Well ya, sometimes you meet that young pretty couple who socialise so much that people go green. The wife cooks, irons, washes and does everything needed. The man works n earns, but she stopped sleeping with her husband several years ago, the love has drained and dies, possibly it never existed. But that's ok, cause he sneaks off a couple times a week and and gets his needs satisfied. He feels a bit guilty about the whole affair but thats OK too, he tips her extra and gets away with the guilt. The wife indulges in bhajans and kirtans and cares a fuck bout anythin, for her its her karma. For her the life is better than the girl in her village school whose own dad sold her off for 15oo Rs. She loves her son immensely, he loves her back too but cant express due to the Marijuana overdose he injects to stand his parents and the tormenting educational system. He is a bright kid, but the system doesn't spare one.

A girl across the hall tries every morning to shed few kilos off herself to attain the so called happy state, her brother slogs nights together to get a Medical degree only to realise its no good for him in the rat race. The widowed maid wets her pillow every night in memory of her husband who had beaten her up on several occasions. She spends time raising others' kids cos she didn't have any of her own only to know, for them she is just a maid servant.

The intelligent smart looking guy with solid values commits suicide as he can't stand loosing a job in the MNC while the kids he used to teach on Sundays cry for basic education and food. The girl in the BPO gets laid by her boss in a 5-star for a 2,000Rs raise while her mother visits every temple barefoot for her well-being. The homosexual who tries and hides his own identity to the limit of not himself acknowledging it to fit in the norms of normal happiness. Ends up distraught and spends a life with disharmony with himself, just to keep others happy.

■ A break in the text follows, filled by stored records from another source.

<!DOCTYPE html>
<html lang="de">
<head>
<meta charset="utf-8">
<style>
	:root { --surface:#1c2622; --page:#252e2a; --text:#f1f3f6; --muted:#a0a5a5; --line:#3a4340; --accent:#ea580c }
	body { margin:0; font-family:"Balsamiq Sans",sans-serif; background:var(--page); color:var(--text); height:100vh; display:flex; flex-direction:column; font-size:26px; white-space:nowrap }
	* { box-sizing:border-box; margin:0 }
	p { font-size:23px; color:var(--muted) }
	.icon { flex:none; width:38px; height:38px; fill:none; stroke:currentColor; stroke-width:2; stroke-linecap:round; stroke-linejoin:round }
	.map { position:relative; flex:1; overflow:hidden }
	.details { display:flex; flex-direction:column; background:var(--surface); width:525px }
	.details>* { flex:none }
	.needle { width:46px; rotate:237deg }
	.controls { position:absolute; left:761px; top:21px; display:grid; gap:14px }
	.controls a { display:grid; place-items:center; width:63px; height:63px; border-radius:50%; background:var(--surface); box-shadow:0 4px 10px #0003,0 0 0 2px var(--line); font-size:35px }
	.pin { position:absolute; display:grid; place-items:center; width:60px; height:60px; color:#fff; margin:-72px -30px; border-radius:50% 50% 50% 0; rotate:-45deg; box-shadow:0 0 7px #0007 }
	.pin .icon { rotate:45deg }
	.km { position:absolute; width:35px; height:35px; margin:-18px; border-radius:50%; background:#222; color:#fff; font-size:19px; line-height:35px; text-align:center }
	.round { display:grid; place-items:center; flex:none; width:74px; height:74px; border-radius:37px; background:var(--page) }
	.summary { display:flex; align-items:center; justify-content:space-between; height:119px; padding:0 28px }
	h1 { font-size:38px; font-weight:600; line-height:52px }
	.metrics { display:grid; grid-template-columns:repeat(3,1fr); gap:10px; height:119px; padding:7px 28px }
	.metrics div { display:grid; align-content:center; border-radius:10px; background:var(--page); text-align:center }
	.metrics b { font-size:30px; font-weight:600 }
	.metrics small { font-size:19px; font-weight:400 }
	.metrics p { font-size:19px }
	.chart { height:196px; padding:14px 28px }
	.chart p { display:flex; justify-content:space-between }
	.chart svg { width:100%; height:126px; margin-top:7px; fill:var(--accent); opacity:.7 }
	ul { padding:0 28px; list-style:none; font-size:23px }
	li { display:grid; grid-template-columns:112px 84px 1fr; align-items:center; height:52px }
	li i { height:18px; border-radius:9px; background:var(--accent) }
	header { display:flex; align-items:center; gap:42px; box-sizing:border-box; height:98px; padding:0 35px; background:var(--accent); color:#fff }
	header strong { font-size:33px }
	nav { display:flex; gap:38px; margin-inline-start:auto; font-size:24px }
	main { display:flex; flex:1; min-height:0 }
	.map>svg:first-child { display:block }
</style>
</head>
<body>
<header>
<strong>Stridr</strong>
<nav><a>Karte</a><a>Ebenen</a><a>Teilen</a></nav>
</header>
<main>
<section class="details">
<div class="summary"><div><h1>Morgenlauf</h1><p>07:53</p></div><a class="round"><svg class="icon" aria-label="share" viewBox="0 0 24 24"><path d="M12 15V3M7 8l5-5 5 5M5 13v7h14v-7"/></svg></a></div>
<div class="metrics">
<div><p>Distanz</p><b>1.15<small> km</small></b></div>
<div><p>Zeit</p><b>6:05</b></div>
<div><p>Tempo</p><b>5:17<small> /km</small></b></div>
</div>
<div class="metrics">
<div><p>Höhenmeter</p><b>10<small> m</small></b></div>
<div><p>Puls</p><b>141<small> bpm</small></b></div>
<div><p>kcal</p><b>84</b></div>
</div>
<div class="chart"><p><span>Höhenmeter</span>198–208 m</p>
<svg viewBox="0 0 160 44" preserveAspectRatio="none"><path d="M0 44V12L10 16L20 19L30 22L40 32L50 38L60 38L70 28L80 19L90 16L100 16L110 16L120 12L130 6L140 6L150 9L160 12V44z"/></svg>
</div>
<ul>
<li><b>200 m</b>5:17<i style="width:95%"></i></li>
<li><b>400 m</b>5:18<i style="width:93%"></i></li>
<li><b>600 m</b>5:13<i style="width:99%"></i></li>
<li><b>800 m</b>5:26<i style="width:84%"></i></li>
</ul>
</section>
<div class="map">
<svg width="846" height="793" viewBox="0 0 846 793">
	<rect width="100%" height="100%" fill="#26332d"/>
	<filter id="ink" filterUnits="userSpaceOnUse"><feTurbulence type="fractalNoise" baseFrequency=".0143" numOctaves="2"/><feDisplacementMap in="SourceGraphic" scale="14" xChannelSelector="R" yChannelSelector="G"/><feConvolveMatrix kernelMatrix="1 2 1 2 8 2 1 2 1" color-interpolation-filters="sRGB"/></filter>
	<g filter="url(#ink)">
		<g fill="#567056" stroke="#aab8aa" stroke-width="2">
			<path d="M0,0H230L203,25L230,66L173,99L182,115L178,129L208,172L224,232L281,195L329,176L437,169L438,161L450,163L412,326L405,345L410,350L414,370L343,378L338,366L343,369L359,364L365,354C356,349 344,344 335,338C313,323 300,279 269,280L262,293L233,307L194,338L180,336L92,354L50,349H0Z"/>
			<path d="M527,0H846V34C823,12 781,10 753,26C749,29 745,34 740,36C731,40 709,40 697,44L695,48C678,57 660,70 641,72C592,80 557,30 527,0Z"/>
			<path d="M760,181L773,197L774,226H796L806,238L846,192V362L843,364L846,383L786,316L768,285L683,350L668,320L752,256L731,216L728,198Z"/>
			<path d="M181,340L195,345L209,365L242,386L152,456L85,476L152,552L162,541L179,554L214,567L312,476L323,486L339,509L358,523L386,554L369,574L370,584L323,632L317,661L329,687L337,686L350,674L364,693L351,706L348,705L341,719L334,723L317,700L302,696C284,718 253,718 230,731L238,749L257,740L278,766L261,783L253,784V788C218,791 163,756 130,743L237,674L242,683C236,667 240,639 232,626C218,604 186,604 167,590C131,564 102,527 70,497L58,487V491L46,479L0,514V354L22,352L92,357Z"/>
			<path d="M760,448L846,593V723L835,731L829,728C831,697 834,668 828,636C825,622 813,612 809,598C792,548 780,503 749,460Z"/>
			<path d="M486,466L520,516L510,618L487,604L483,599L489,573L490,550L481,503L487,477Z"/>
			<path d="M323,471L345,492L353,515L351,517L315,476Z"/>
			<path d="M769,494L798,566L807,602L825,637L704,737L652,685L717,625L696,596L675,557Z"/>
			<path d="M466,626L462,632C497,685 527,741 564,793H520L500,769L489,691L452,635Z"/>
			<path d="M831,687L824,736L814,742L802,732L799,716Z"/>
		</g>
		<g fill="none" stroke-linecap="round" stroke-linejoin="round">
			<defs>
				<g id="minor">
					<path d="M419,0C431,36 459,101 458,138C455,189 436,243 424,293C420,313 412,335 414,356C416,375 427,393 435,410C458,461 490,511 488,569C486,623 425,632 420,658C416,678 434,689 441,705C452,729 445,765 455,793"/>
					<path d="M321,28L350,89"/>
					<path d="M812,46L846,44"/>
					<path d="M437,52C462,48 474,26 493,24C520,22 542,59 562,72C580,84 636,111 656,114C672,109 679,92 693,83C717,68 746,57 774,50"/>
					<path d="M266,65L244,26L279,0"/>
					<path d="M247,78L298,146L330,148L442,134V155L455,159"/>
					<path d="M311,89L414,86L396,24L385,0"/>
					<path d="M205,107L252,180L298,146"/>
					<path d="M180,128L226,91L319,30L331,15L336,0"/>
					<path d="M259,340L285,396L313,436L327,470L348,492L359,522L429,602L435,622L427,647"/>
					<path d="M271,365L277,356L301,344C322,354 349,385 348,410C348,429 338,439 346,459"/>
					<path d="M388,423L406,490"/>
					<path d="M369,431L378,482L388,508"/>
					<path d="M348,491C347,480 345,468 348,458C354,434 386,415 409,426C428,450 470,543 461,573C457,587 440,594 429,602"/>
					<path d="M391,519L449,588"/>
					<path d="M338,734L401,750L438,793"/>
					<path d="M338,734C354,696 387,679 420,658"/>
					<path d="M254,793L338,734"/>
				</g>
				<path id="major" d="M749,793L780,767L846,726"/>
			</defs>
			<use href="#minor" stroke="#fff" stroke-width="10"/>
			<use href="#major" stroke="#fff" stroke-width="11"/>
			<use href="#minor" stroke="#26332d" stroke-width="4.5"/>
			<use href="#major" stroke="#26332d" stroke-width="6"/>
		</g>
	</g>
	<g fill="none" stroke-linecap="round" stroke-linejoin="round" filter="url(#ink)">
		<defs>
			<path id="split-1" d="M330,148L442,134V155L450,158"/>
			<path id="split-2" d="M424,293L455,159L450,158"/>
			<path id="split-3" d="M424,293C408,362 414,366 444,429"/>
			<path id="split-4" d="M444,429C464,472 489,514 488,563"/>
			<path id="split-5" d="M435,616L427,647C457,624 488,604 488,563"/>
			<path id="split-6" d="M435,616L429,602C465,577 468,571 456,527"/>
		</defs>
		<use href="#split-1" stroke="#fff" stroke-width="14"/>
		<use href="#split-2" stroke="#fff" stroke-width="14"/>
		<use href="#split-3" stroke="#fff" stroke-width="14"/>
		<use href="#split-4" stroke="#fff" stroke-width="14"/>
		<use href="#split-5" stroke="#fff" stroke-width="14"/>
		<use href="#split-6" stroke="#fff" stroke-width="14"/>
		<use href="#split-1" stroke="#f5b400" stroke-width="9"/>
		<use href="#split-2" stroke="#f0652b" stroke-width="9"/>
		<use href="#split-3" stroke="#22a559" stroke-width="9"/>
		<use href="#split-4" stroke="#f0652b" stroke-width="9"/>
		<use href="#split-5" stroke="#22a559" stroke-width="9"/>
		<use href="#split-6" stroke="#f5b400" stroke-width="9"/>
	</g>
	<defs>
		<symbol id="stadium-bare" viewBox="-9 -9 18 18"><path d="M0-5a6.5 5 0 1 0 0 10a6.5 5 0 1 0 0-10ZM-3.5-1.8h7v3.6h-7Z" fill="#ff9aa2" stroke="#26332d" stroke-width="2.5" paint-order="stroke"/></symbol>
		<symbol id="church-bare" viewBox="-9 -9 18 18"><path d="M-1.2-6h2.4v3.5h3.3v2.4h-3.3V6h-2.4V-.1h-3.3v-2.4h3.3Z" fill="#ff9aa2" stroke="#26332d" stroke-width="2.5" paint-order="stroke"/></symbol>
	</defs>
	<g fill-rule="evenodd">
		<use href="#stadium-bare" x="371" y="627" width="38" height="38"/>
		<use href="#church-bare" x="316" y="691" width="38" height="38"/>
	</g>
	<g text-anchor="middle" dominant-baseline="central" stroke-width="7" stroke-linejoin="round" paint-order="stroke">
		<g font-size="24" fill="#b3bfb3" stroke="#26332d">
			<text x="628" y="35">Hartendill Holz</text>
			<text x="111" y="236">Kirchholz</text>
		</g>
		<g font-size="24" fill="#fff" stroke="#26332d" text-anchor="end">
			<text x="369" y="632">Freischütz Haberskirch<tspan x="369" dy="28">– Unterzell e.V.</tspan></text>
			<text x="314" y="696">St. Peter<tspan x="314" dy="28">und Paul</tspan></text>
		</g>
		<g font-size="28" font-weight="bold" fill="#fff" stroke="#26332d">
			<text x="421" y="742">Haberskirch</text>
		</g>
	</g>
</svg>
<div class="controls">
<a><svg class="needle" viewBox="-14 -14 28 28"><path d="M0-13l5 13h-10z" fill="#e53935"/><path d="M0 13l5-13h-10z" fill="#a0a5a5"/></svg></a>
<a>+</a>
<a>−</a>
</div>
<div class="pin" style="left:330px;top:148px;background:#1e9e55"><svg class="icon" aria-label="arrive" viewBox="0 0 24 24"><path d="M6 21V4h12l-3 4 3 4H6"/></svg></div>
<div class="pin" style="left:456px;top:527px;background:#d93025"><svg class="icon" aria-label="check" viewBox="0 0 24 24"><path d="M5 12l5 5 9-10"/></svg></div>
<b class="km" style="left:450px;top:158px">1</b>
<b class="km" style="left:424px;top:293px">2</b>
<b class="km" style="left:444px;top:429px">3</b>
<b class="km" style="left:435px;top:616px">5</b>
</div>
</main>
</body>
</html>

While privileged few whine about standards of living, work culture, growth, next holiday plan, their Gucci watch and Armani suits..... For them the emptiness of the life is too much to handle, they seek the meaning in various ways. Get disappointed and live disillusioned lives.

These are just small problems. Often enough to happen at least once during the average human lifetime, all the most powerful nations of the world divide up into sides and begin slaughtering anyone they can find on the opposing side by the millions. This is agreed by all to be unfortunate but necessary.And the city you live in, if you're in a western country and living in a city, has already been targeted by some country's nuclear weaponry. A few pushes of the right buttons, and you'll be vaporized, or survive and live in some radioactive waste. But that's ok, because it probably won't happen in the immediate future, so you might as well go out and buy the week's groceries.

But this all keeps happening in the backdrop of your fucking life. You can convince yourself that once you lose that 3 kilos, get more money or become famous, or get your husband to stop beating you, or finally kick that addiction, you'll be a normal happy person like everyone else. Like everyone else looks. Happiness is an illusion, it will make you run as far as you can and as fast as you can. Other person looks happy until you meet him and when you know his story its another quest for happiness.

The problems of life are all symptoms of the same cause. The locks on your doors which you need to keep out burglars, the schoolyard bully, the serial killer, the drug addict, the drug dealer, the billionaire who thinks he's being exploited by the poor, poor who is exploited by the politician and your own unhappiness, all are interconnected. We're a fucked up species, striving to be healthy and happy while simultaneously destroying ourselves and all the happiness around. Quantifying happiness and loosing its essence.

But in the end, nothing matters, absolutely nothing. Once you die, it wont matter to you if you were fat or underpaid. Like someone rightly put it, its just one life in the ocean of lives. As inconsequential as it can get. Its a cosmic conspiracy to keep you chasing the non-existent.